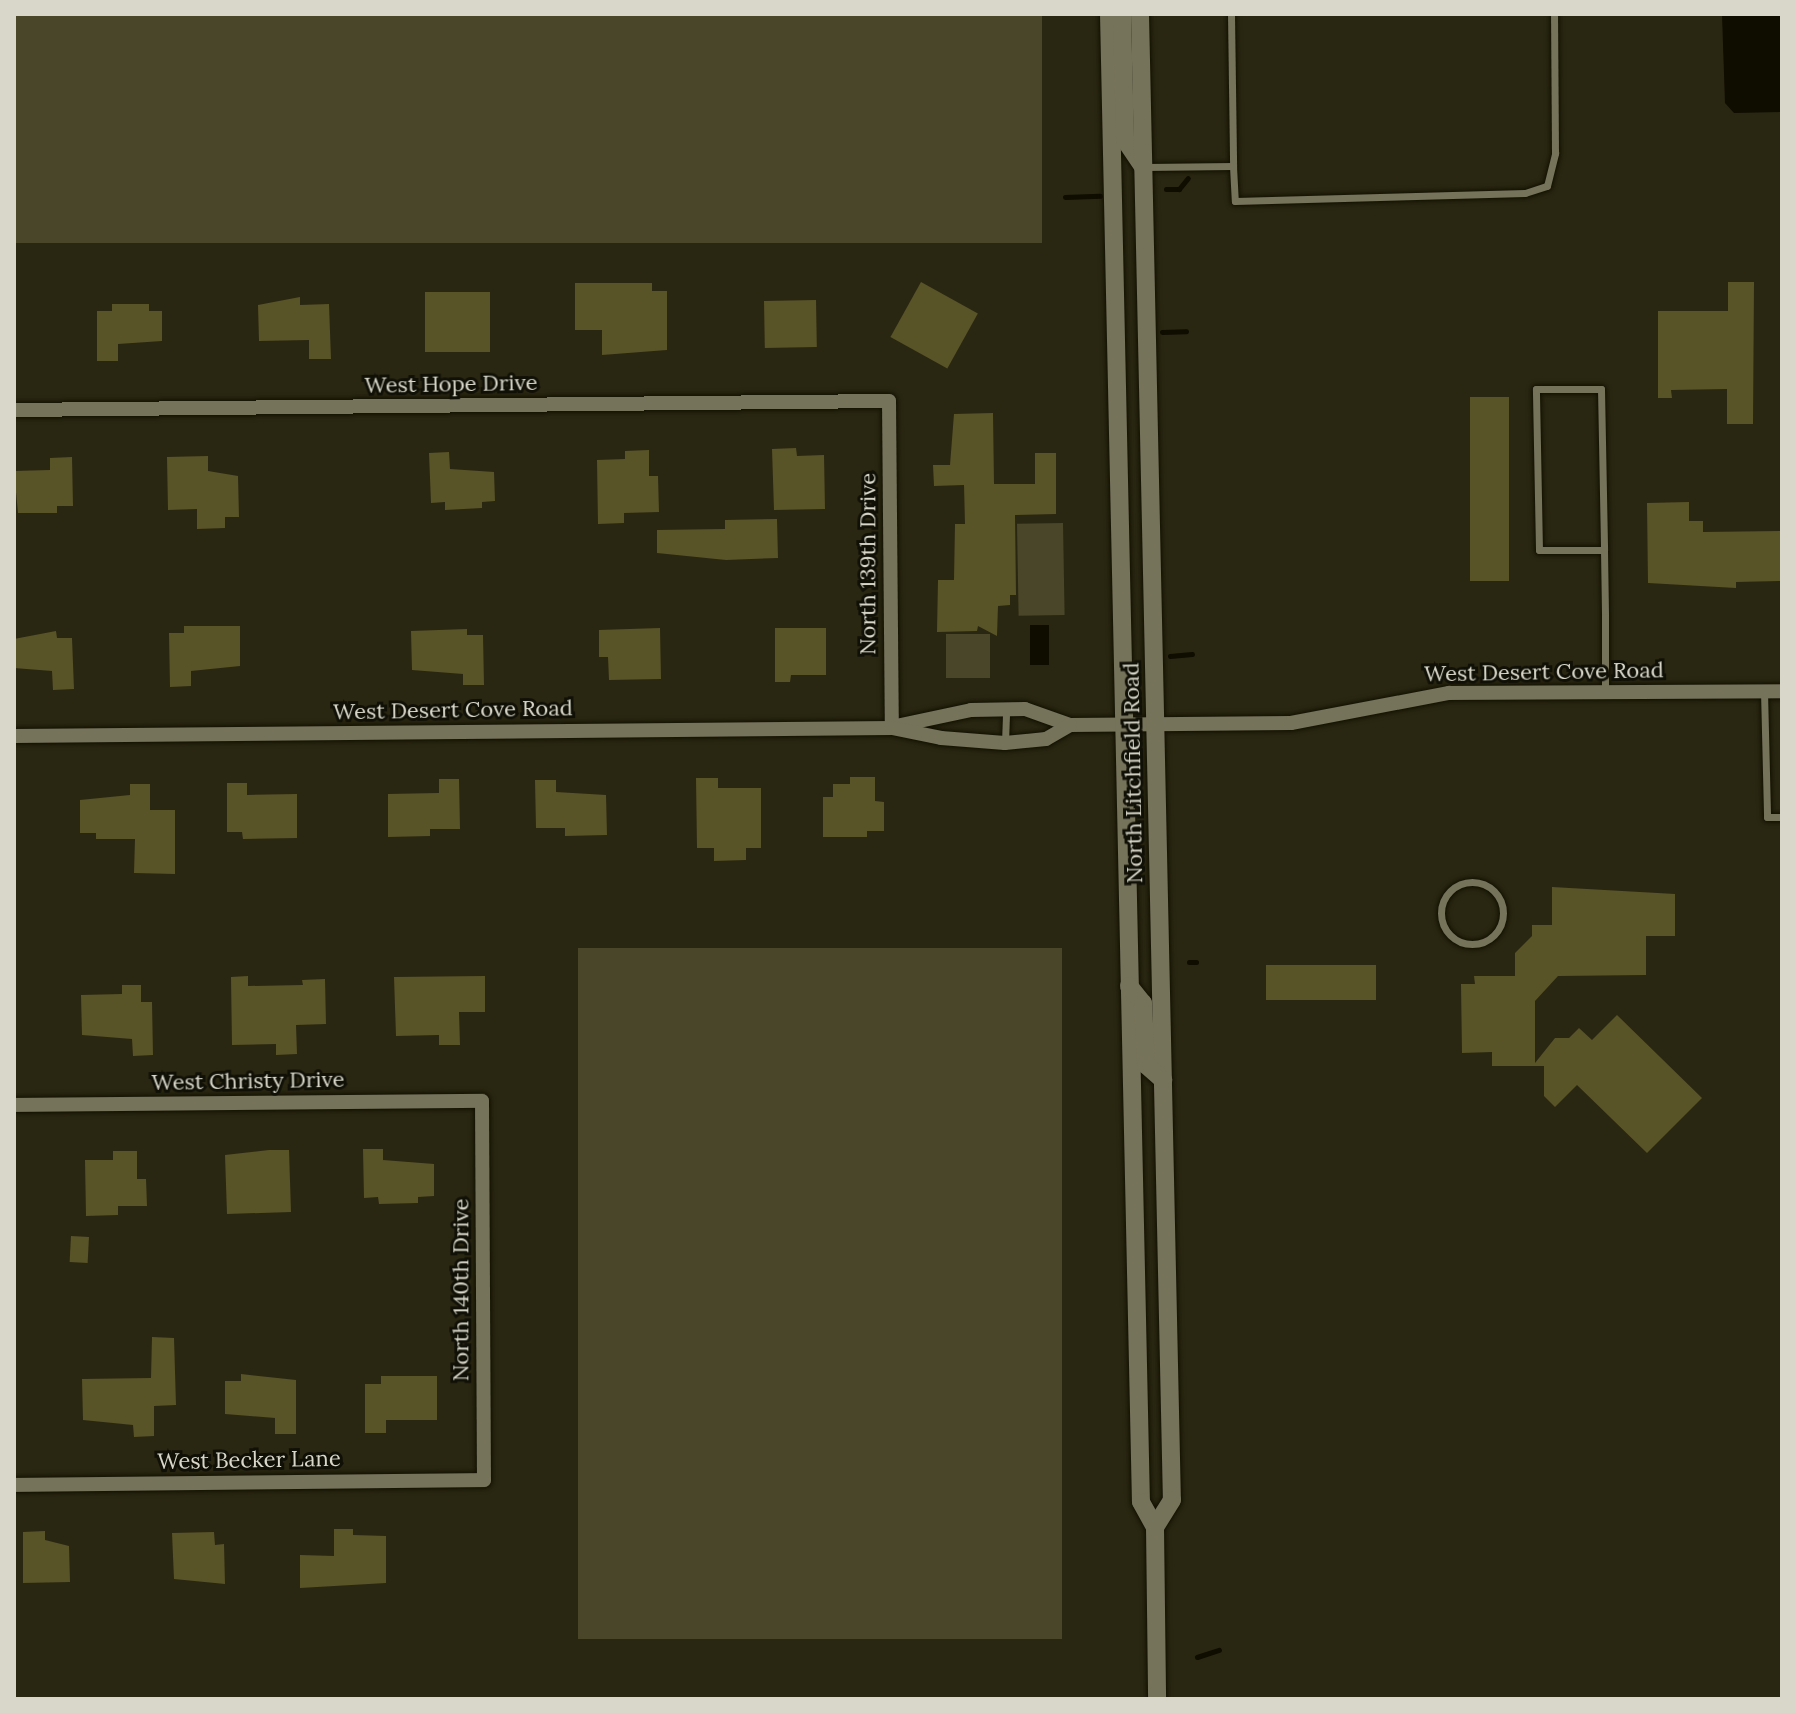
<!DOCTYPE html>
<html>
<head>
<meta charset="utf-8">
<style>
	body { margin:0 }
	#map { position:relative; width:1796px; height:1713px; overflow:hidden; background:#292711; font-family:Lora,serif }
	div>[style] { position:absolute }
	.green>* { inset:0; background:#4a4629; transform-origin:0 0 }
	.water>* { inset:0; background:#0f0c00; transform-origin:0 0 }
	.stream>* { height:5px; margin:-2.5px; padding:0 2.5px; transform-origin:2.5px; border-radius:2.5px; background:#0f0c00 }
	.building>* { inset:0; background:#595328; transform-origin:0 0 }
	.roads { filter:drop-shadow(0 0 2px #121000) drop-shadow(0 0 2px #121000) }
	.lane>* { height:7px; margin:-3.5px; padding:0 3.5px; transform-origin:3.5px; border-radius:3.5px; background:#76735b }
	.lane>.ring { margin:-3.5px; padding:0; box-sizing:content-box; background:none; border:7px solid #76735b; border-radius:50% }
	.street>* { height:14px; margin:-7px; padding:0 7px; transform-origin:7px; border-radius:7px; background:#76735b }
	.secondary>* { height:18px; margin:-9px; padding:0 9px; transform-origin:9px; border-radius:9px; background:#76735b }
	span { translate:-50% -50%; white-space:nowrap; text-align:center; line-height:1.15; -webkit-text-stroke:6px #111007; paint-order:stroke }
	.street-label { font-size:22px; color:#d8d7ca }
	.frame { position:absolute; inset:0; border:16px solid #d8d7ca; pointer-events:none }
</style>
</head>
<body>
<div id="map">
	<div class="green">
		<div style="left:14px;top:14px;width:1028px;height:229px"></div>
		<div style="left:1063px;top:523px;width:92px;height:46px;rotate:89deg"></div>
		<div style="left:946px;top:634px;width:44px;height:44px"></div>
		<div style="left:1062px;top:948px;width:691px;height:484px;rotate:90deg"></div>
	</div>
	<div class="water">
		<div style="clip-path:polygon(1722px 14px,1782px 14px,1782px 112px,1734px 113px,1725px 103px)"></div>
		<div style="left:1030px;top:625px;width:19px;height:40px"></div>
	</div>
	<div class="stream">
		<div style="left:1166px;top:189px;width:13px"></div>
		<div style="left:1179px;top:189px;width:14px;rotate:-51deg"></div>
		<div style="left:1065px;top:197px;width:35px;rotate:-2deg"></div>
		<div style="left:1162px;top:332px;width:24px;rotate:-2deg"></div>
		<div style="left:1170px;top:656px;width:22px;rotate:-5deg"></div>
		<div style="left:1189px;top:962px;width:7px"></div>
		<div style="left:1197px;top:1657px;width:23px;rotate:-18deg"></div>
	</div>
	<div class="building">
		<div style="left:921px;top:282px;width:65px;height:63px;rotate:29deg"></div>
		<div style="clip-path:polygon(1728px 282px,1754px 282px,1753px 424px,1727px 424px,1727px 389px,1671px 390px,1672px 398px,1658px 398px,1658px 311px,1728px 311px)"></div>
		<div style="clip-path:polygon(575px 283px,652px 283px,652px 291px,667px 291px,667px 350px,602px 355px,602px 330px,575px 330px)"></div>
		<div style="left:425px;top:292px;width:65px;height:60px"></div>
		<div style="clip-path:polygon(300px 297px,300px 305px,329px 304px,331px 359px,309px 359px,309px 340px,259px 341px,258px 305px)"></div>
		<div style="left:816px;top:300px;width:47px;height:52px;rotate:89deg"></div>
		<div style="clip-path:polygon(112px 304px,149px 304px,149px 311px,162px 311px,162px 341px,118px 344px,118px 361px,97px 361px,97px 311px,112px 311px)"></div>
		<div style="left:1470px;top:397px;width:39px;height:184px"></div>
		<div style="clip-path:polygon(993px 413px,994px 484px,1035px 484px,1035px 453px,1056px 453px,1056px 514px,1015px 515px,1016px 595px,1010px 595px,1010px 605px,998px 606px,997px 636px,978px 626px,977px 631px,937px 632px,938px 580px,954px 580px,955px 524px,965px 524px,964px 485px,934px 486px,933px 465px,950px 465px,954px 414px)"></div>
		<div style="clip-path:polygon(796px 448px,797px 456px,824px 455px,825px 509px,774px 510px,772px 449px)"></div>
		<div style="clip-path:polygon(649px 450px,649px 476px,658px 476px,659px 512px,624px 513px,624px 523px,598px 524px,597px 460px,625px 459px,625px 451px)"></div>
		<div style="clip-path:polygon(449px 452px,450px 469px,494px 472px,495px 501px,482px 502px,482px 508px,445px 510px,445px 502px,431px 503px,429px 453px)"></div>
		<div style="clip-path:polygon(208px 456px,208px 471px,238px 476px,239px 517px,225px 517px,225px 528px,197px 529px,197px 509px,168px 510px,167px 457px)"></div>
		<div style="clip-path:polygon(72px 457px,73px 506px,57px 506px,57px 513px,18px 513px,14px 471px,50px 470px,50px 458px)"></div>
		<div style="clip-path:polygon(1689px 502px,1689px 521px,1703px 521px,1703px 532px,1782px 531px,1782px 581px,1736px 582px,1736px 588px,1648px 583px,1647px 503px)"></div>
		<div style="clip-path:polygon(777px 519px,778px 558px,726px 560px,657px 553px,657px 530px,725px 529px,725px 520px)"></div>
		<div style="clip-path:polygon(184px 626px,240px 626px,240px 666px,191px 671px,191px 686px,170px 687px,169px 633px,184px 633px)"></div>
		<div style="clip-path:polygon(660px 628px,661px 679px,609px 680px,608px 657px,599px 657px,599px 630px)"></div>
		<div style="clip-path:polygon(775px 628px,826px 628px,826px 675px,791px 675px,790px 682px,775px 682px)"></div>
		<div style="clip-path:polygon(467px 629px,467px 635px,483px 635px,484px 685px,463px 685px,463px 674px,412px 670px,411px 631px)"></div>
		<div style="clip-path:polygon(56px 631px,57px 638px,72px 638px,74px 689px,53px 690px,52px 671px,14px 668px,14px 639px)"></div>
		<div style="clip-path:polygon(850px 777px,875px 777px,875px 801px,884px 802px,884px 831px,867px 831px,867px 837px,823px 837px,823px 797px,833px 797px,833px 784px,850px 784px)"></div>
		<div style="clip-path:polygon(696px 778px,718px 778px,718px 788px,761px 788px,761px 848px,746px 848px,746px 860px,714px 861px,714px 848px,697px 848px)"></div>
		<div style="clip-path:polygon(439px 779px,459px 779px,460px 829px,430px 829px,430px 836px,388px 837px,388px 794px,439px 793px)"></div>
		<div style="clip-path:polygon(535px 780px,556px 780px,556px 792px,606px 795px,607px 835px,565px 836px,565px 828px,536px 828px)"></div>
		<div style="clip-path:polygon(227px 783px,247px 783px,247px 795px,297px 794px,297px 838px,243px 839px,242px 832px,227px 832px)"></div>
		<div style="clip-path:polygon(130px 784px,150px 784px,150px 810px,175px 810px,175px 874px,134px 873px,135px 839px,96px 839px,96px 833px,80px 833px,80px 800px,130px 795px)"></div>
		<div style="clip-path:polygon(1552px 887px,1675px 894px,1675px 936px,1646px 936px,1646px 975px,1558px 976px,1535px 1001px,1535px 1063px,1555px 1038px,1569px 1038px,1579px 1028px,1592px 1040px,1617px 1015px,1702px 1098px,1647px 1153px,1577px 1085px,1555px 1107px,1544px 1096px,1544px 1066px,1492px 1066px,1492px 1052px,1462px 1053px,1461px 984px,1475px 984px,1474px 976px,1515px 976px,1515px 953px,1532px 936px,1532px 925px,1552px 925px)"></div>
		<div style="left:1266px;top:965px;width:110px;height:35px"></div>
		<div style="clip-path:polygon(248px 976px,248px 986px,303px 985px,302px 980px,325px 979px,326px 1024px,296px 1025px,297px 1054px,276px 1055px,276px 1044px,232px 1045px,231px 977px)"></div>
		<div style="clip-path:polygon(485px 976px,485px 1012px,459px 1012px,460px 1045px,439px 1045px,439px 1035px,396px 1036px,394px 977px)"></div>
		<div style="clip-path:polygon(122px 985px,141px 985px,141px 1002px,152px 1002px,153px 1055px,133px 1056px,132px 1039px,82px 1035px,81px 995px,122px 994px)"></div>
		<div style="clip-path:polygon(363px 1149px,383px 1149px,383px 1160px,434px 1164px,434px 1196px,418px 1197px,418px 1203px,379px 1204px,378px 1197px,364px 1198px)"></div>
		<div style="clip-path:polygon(269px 1150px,289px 1150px,291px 1212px,227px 1214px,225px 1155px)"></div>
		<div style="clip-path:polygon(113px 1151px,137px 1151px,137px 1179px,146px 1179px,147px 1206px,118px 1206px,118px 1215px,86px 1216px,85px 1160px,113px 1160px)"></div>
		<div style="left:71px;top:1236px;width:18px;height:26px;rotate:3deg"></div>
		<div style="clip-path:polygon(152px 1337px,174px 1338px,176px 1405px,154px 1406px,154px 1436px,134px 1437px,133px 1425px,83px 1420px,82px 1379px,151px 1378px)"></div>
		<div style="clip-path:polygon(241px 1374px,296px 1380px,296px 1434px,275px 1434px,275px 1418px,225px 1414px,225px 1381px,241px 1381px)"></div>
		<div style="clip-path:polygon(381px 1376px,437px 1376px,437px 1420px,386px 1420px,386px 1433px,365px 1433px,365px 1384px,381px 1384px)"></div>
		<div style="clip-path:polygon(334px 1529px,353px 1529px,353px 1535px,386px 1536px,386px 1583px,300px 1588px,300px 1555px,334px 1556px)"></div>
		<div style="clip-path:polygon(45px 1531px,45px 1540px,69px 1546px,70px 1582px,23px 1583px,23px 1532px)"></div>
		<div style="clip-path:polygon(214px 1532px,215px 1545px,224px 1544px,225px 1584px,174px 1579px,172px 1533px)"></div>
	</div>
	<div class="roads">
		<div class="lane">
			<div style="left:1231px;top:14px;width:152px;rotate:89.2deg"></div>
			<div style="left:1145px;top:167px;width:88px;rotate:-0.7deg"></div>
			<div style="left:1233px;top:166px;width:35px;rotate:87deg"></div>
			<div style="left:1235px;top:201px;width:290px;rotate:-1.6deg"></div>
			<div style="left:1525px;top:193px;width:23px;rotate:-18deg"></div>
			<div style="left:1547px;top:186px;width:34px;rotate:-76deg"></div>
			<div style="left:1555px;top:153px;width:139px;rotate:-90.4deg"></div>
			<div style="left:1604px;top:550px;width:65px;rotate:180deg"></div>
			<div style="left:1539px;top:550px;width:161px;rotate:-91.1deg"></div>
			<div style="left:1536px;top:389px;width:65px"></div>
			<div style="left:1601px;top:389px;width:161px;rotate:88.9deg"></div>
			<div style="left:1604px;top:550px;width:67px;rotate:89.1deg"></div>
			<div style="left:1605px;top:617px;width:74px;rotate:90deg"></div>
			<div style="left:1764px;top:691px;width:126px;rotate:88.6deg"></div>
			<div style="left:1767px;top:817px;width:15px"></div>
			<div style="left:1005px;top:743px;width:33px;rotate:-88deg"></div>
			<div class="ring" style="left:1441px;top:882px;width:55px;height:55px"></div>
		</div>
		<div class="street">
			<div style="left:14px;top:410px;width:875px;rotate:-0.59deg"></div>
			<div style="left:889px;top:401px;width:327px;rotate:89.5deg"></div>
			<div style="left:896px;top:726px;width:77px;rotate:-12deg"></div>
			<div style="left:971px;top:710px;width:54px;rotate:-1.1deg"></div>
			<div style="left:1025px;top:709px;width:48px;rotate:19.6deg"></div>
			<div style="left:1070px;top:725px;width:221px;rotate:-0.5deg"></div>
			<div style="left:1291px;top:723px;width:161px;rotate:-10.8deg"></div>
			<div style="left:1449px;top:693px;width:333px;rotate:-0.3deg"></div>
			<div style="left:14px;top:736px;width:878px;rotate:-0.52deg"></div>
			<div style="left:892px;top:728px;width:50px;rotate:11.5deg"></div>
			<div style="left:941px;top:738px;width:64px;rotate:4.5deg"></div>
			<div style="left:1005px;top:743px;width:41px;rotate:-5.6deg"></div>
			<div style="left:1046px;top:739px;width:28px;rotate:-30deg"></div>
			<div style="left:14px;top:1105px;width:468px;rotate:-0.5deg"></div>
			<div style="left:482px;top:1101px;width:379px;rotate:89.7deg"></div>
			<div style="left:484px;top:1480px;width:470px;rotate:179.4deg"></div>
		</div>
		<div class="secondary">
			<div style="left:1109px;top:14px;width:1488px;rotate:88.77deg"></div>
			<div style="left:1141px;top:1502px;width:29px;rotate:61deg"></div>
			<div style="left:1155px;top:1527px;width:172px;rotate:89.3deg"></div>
			<div style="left:1122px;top:14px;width:126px;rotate:88.6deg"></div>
			<div style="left:1125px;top:140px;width:32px;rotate:56deg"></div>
			<div style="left:1140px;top:14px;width:1486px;rotate:88.77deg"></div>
			<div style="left:1172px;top:1500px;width:32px;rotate:122deg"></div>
			<div style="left:1129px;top:986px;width:22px;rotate:51deg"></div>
			<div style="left:1143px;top:1003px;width:62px;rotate:87.2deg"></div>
			<div style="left:1146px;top:1065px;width:23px;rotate:41deg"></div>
		</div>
	</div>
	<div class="street-label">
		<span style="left:451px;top:384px;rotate:-1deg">West Hope Drive</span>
		<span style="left:868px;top:564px;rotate:-90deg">North 139th Drive</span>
		<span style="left:1544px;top:672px;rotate:-1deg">West Desert Cove Road</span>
		<span style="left:453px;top:710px;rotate:-1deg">West Desert Cove Road</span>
		<span style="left:1133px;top:773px;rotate:-91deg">North Litchfield Road</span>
		<span style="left:248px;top:1081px;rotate:-1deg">West Christy Drive</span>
		<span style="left:461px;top:1290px;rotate:-90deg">North 140th Drive</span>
		<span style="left:249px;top:1460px;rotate:-1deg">West Becker Lane</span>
	</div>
	<div class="frame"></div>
</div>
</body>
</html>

+ + +

[GOAL OF THE EXERCISE]: Which lines above include the word "water"? Return each one.

[RESPONSE TO THIS TASK]:
	.water>* { inset:0; background:#0f0c00; transform-origin:0 0 }
	<div class="water">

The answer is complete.